Smoke rises from clashes at Bartila in the east of Mosul during clashes with ISIL militants in Iraq on October 18, 2016. Thaier Al Sudani/Reuters
Smoke rises from clashes at Bartila in the east of Mosul during clashes with ISIL militants in Iraq on October 18, 2016. Thaier Al Sudani/Reuters

For Iraqi policeman, battle for Mosul means return home



BAGHDAD // For one policeman, the battle for Mosul is a chance to return home as part of victorious Iraqi forces who left the city in defeat two years ago.

Ahmed, whose last name is being withheld to protect his family from reprisals, fought against ISIL and was wounded by a suicide bomber in June 2014, when the extremists overran Mosul.

He lived in a camp for displaced Iraqis for more than half a year, then stayed with family, rejoined the police and is now deployed in the country’s north.

The battle for Mosul, the last ISIL-held city in the country, will bring Iraqi forces back to the scene of the 2014 debacle, giving them an opportunity for redemption after suffering one of their worst defeats.

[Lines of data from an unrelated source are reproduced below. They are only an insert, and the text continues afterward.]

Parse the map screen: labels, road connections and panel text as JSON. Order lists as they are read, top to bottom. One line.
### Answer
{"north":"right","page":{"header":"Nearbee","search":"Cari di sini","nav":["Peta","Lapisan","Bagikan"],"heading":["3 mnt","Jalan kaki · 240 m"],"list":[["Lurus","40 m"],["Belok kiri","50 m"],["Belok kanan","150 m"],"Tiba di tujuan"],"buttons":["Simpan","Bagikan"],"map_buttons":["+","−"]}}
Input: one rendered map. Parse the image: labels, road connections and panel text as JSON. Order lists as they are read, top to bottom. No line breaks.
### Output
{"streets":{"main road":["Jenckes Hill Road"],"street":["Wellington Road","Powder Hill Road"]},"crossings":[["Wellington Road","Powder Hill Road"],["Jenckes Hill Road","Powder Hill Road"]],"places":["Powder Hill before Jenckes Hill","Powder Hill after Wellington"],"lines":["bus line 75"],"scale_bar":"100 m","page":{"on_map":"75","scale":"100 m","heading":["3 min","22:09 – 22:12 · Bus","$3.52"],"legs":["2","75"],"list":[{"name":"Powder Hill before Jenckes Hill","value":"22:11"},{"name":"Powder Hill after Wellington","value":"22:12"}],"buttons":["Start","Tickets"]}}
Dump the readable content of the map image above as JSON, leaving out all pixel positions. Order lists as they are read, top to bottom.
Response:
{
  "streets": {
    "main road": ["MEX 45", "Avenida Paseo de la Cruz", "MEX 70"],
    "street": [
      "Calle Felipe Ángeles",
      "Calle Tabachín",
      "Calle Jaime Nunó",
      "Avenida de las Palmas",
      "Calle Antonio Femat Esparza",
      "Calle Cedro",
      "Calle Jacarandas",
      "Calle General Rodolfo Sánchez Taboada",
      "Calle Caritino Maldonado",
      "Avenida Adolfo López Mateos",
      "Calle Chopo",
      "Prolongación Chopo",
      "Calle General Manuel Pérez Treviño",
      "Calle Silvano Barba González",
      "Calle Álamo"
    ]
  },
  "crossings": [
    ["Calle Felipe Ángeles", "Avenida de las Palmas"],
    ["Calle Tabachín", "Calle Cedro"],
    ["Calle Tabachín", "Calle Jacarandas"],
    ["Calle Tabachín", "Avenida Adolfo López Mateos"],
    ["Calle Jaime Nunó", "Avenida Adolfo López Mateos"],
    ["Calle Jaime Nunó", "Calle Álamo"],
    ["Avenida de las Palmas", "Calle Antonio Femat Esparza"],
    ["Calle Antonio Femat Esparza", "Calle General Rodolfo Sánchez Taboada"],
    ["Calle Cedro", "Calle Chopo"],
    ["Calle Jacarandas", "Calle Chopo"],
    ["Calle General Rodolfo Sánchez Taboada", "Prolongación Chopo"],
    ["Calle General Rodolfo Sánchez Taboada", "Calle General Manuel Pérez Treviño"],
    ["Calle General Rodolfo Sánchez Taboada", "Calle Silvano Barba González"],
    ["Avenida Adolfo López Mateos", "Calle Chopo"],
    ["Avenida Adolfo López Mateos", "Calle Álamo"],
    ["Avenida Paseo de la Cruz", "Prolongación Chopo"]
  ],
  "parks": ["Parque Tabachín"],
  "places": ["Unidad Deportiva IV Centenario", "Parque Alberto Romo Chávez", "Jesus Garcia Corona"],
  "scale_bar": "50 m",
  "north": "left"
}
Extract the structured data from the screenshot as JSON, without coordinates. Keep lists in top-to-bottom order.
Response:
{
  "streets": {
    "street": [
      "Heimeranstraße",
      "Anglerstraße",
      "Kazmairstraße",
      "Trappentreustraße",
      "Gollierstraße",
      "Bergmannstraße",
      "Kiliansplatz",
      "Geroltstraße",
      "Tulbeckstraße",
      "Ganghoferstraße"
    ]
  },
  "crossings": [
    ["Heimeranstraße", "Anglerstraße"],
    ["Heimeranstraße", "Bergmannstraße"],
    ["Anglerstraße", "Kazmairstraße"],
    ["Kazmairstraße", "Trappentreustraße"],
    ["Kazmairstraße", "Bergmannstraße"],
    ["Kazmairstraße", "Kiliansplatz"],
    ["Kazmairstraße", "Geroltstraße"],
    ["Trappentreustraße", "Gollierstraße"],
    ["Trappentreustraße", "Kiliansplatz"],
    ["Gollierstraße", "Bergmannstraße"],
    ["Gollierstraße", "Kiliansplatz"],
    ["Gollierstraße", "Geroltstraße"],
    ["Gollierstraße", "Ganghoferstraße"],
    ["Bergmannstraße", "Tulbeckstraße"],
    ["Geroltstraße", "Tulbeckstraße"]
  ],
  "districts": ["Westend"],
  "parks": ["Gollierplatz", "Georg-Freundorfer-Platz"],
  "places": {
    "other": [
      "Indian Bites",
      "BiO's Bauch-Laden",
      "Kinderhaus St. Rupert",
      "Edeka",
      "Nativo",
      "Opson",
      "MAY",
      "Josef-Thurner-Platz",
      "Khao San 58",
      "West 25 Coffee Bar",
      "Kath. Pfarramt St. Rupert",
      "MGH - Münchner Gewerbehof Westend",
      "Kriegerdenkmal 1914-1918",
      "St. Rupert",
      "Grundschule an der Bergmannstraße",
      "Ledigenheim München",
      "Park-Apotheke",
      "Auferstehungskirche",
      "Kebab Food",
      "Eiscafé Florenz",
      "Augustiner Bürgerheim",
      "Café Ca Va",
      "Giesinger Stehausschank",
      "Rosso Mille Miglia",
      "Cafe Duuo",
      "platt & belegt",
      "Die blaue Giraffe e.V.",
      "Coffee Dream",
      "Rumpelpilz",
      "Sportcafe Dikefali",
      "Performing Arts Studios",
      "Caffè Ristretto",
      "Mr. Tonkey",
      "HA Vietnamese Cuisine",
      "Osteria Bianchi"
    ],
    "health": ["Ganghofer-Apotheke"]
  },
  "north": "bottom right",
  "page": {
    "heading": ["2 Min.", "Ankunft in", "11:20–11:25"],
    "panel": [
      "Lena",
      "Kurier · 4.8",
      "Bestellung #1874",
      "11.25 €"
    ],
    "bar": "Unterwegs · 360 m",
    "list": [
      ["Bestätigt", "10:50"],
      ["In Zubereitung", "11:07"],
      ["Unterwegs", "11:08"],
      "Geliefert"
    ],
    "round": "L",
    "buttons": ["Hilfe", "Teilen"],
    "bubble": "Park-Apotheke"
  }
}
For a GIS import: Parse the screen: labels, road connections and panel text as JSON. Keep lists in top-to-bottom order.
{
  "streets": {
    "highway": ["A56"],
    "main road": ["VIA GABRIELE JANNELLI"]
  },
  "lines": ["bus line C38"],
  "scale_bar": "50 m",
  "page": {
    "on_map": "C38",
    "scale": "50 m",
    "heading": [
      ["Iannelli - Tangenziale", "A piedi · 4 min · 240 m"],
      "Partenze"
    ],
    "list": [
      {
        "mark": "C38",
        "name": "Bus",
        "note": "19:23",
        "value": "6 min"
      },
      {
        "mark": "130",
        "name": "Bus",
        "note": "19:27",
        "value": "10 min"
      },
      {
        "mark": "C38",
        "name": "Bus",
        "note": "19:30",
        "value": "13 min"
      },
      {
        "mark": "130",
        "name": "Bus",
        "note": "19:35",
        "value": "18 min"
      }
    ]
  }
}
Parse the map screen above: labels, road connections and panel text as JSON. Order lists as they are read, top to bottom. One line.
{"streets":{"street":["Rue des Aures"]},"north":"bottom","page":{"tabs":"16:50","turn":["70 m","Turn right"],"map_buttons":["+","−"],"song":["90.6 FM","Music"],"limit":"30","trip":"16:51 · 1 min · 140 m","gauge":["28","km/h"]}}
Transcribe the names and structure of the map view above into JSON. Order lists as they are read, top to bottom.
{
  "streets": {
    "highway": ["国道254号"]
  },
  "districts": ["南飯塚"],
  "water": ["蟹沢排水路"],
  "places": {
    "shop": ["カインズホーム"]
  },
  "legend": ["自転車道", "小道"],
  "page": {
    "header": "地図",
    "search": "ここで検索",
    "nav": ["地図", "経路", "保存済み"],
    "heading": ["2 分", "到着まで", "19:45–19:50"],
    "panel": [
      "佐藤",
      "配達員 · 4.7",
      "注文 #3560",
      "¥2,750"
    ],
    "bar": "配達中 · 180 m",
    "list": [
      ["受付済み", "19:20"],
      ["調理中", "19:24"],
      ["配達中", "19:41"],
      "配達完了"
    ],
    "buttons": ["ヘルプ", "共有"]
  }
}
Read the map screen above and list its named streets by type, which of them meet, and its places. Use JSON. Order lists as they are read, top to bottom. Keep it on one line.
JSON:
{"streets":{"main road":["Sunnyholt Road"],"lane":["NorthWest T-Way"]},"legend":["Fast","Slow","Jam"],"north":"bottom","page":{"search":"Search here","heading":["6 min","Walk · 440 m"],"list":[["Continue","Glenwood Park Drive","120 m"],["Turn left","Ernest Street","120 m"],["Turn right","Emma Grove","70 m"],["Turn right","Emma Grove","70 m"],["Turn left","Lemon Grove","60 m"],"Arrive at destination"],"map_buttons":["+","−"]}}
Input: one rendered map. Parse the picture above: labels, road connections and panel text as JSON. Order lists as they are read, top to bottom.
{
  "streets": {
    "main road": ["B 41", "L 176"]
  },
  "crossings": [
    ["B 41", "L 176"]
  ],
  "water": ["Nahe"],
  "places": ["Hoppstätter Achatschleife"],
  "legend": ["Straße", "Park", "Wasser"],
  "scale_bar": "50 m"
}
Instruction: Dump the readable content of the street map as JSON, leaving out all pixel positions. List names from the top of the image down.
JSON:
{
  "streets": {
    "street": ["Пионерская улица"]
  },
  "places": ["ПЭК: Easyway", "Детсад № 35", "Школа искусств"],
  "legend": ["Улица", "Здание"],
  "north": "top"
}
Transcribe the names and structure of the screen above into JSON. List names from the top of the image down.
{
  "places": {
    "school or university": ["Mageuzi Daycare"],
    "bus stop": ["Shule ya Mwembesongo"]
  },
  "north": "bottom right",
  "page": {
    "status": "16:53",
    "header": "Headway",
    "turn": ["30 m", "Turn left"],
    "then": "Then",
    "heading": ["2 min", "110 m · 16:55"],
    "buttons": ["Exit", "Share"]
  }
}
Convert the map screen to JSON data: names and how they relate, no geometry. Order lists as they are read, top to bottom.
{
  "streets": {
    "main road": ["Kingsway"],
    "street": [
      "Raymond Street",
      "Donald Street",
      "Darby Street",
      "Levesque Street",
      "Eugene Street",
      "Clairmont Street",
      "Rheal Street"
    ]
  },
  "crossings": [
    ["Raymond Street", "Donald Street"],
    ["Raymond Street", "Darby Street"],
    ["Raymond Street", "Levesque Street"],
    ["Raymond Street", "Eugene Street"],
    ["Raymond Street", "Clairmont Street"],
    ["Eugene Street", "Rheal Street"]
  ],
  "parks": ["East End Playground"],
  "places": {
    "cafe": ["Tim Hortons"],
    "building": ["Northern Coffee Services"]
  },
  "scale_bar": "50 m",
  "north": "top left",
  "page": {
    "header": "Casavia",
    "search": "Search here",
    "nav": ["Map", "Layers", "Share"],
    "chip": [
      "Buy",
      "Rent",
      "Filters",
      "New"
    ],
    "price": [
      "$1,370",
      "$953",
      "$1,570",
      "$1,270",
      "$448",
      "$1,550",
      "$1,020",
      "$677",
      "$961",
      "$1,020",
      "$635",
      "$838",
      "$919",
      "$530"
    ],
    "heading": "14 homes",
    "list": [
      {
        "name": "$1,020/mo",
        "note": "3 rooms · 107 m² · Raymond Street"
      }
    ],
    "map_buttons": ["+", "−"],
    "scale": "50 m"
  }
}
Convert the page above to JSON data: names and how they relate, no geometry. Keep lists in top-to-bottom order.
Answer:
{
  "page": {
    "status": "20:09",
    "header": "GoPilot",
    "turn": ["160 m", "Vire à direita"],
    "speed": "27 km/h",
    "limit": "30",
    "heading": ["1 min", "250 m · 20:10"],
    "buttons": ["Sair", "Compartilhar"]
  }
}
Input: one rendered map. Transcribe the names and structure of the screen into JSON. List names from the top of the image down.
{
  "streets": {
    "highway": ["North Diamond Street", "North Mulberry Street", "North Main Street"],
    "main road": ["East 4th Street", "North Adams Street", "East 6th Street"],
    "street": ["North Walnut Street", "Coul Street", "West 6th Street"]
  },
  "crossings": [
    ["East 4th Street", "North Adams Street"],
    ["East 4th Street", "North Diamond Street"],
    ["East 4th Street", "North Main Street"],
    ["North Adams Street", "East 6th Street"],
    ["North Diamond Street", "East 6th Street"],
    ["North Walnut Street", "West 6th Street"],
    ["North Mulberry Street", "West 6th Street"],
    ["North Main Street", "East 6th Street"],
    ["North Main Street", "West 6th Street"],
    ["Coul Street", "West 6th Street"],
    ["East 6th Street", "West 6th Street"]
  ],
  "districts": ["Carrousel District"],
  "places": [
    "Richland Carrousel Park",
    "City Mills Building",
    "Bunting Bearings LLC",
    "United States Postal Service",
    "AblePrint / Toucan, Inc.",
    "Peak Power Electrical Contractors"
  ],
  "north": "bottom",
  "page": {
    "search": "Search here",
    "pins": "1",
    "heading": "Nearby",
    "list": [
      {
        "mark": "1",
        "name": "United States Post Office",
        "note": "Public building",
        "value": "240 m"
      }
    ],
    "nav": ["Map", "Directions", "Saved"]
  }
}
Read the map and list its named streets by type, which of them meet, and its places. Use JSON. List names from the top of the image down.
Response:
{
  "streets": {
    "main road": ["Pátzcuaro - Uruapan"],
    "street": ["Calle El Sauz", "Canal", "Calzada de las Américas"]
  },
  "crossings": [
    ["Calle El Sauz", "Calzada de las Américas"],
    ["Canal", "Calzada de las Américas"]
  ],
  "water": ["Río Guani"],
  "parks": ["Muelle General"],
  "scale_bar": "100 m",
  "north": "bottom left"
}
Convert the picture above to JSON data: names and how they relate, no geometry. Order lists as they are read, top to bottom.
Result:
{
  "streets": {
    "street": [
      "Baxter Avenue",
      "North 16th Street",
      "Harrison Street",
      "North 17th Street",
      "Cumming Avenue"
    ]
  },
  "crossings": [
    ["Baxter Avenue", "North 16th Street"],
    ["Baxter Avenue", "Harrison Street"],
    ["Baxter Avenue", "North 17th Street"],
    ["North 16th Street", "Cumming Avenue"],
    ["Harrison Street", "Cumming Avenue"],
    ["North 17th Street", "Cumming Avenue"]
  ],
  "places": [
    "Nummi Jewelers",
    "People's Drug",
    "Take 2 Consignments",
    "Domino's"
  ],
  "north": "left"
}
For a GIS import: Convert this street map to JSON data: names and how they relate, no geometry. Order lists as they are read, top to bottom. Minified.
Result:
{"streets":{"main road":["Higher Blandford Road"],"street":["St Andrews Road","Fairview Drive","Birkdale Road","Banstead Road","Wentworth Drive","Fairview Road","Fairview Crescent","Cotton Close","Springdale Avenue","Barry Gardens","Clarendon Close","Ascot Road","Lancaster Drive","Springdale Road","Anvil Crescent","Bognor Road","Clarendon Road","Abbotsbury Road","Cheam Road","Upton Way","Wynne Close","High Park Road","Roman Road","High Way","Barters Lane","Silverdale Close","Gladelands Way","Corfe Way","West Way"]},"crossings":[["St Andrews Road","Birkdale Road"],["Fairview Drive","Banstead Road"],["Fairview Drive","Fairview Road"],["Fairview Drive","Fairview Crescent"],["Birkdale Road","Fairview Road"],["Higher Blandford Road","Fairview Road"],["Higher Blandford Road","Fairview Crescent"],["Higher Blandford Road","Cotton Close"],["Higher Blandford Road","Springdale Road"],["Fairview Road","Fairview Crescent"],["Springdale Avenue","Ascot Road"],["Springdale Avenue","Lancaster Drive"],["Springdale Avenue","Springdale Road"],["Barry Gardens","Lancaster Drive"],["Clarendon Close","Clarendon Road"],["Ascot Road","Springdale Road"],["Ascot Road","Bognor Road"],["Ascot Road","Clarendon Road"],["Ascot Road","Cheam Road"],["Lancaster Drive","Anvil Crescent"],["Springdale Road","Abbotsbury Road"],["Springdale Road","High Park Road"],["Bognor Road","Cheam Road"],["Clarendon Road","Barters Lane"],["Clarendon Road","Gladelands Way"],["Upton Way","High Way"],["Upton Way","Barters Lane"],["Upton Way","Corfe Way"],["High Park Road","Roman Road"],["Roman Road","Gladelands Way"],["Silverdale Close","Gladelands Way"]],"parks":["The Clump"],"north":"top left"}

Prime minister Haider Al Abadi announced the start of the long-awaited offensive on Monday.

For Ahmed, the operation is personal on several levels: he is a native of Mosul and still has relatives living in the city.

Retaking Mosul means a “return to my house and my family and my people, and this is the same situation for my friends – we all have relatives” there, Ahmed said by telephone.

It is a chance to “rescue my family and my relatives – I want to save them”, he said.

“We always feel that the state considers us traitors, and we want to prove to them that we are the opposite of that”, he said.

Ahmed said he had been working in the police for around two years when ISIL seized Mosul.

He was out early that day with a patrol that clashed with ISIL forces for several hours before running out of ammunition and falling back. Two members of that patrol died.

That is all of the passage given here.